TASK TO COMPLETE> The pictures are to be dropped, and the records below are to be restated word for word.

[GIVEN RECORDS — start]

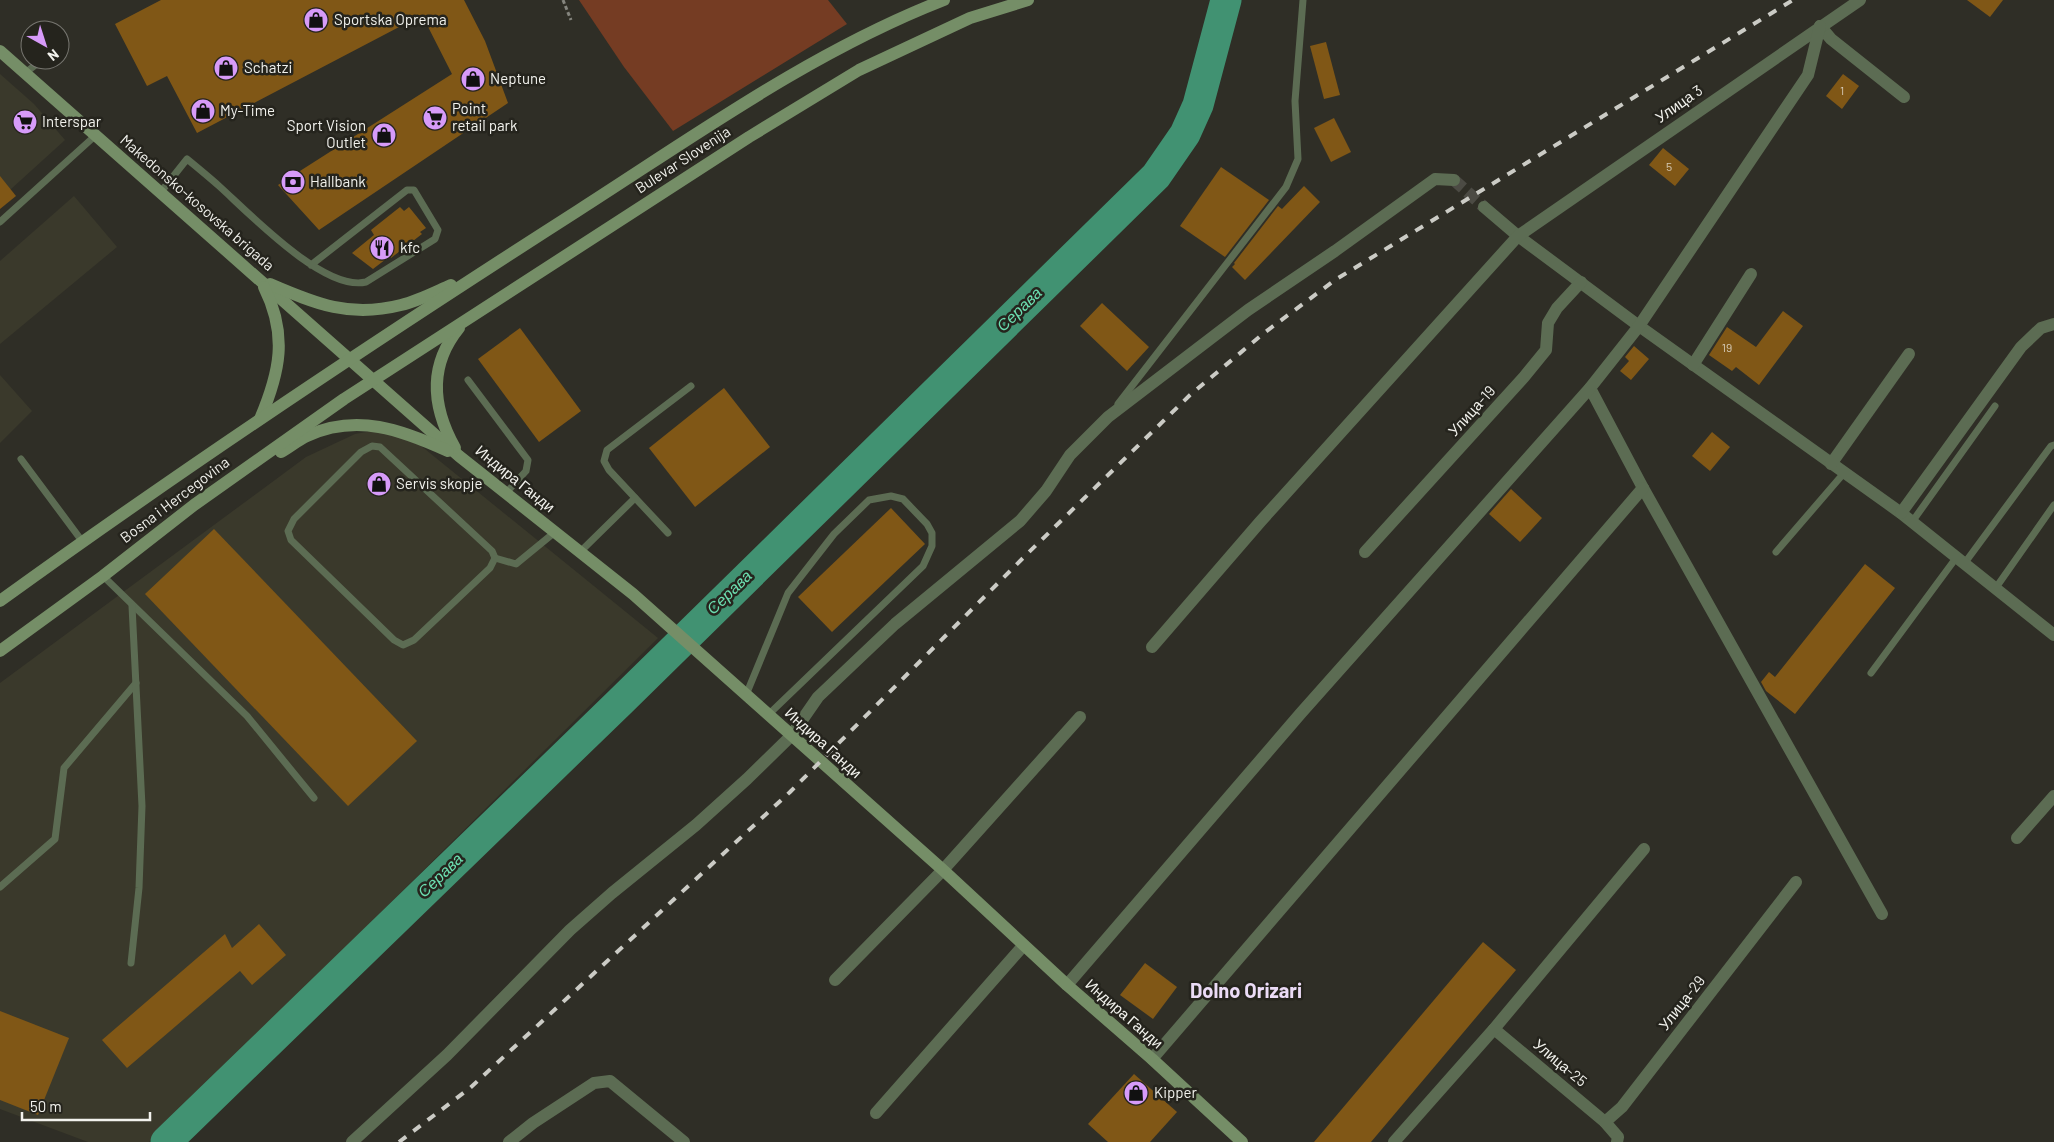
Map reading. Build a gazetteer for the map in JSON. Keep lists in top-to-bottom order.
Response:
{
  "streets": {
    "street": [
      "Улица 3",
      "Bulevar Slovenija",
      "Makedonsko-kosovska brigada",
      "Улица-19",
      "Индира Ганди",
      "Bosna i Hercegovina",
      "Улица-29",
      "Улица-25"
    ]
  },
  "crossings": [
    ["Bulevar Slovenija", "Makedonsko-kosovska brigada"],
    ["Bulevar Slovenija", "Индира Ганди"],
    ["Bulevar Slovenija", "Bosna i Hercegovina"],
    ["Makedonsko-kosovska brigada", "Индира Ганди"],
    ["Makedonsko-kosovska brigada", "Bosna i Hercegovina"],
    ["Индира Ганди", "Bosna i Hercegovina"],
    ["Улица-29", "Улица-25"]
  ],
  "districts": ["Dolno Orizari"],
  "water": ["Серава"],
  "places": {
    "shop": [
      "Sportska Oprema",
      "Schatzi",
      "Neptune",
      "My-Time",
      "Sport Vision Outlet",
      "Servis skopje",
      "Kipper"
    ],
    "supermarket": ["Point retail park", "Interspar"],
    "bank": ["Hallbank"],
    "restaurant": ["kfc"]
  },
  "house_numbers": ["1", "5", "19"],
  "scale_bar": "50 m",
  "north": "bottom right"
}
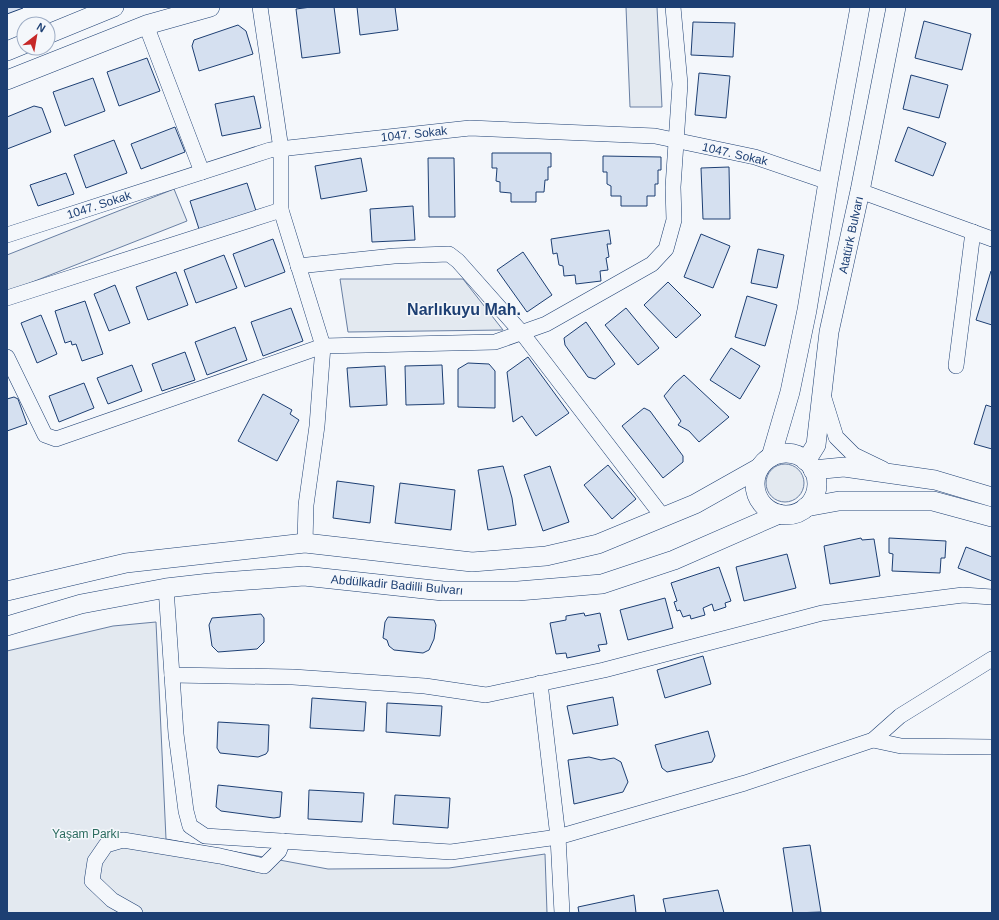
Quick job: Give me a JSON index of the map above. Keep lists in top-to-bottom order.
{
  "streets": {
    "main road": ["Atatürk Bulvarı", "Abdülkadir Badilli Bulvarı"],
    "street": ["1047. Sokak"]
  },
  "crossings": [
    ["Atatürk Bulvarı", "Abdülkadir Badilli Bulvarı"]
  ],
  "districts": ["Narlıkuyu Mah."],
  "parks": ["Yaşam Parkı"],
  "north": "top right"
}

[GIVEN RECORDS — finish]

WRITTEN ANSWER>
Map reading. Build a gazetteer for the map in JSON. Keep lists in top-to-bottom order.
Response:
{
  "streets": {
    "street": [
      "Улица 3",
      "Bulevar Slovenija",
      "Makedonsko-kosovska brigada",
      "Улица-19",
      "Индира Ганди",
      "Bosna i Hercegovina",
      "Улица-29",
      "Улица-25"
    ]
  },
  "crossings": [
    ["Bulevar Slovenija", "Makedonsko-kosovska brigada"],
    ["Bulevar Slovenija", "Индира Ганди"],
    ["Bulevar Slovenija", "Bosna i Hercegovina"],
    ["Makedonsko-kosovska brigada", "Индира Ганди"],
    ["Makedonsko-kosovska brigada", "Bosna i Hercegovina"],
    ["Индира Ганди", "Bosna i Hercegovina"],
    ["Улица-29", "Улица-25"]
  ],
  "districts": ["Dolno Orizari"],
  "water": ["Серава"],
  "places": {
    "shop": [
      "Sportska Oprema",
      "Schatzi",
      "Neptune",
      "My-Time",
      "Sport Vision Outlet",
      "Servis skopje",
      "Kipper"
    ],
    "supermarket": ["Point retail park", "Interspar"],
    "bank": ["Hallbank"],
    "restaurant": ["kfc"]
  },
  "house_numbers": ["1", "5", "19"],
  "scale_bar": "50 m",
  "north": "bottom right"
}
Quick job: Give me a JSON index of the map above. Keep lists in top-to-bottom order.
{
  "streets": {
    "main road": ["Atatürk Bulvarı", "Abdülkadir Badilli Bulvarı"],
    "street": ["1047. Sokak"]
  },
  "crossings": [
    ["Atatürk Bulvarı", "Abdülkadir Badilli Bulvarı"]
  ],
  "districts": ["Narlıkuyu Mah."],
  "parks": ["Yaşam Parkı"],
  "north": "top right"
}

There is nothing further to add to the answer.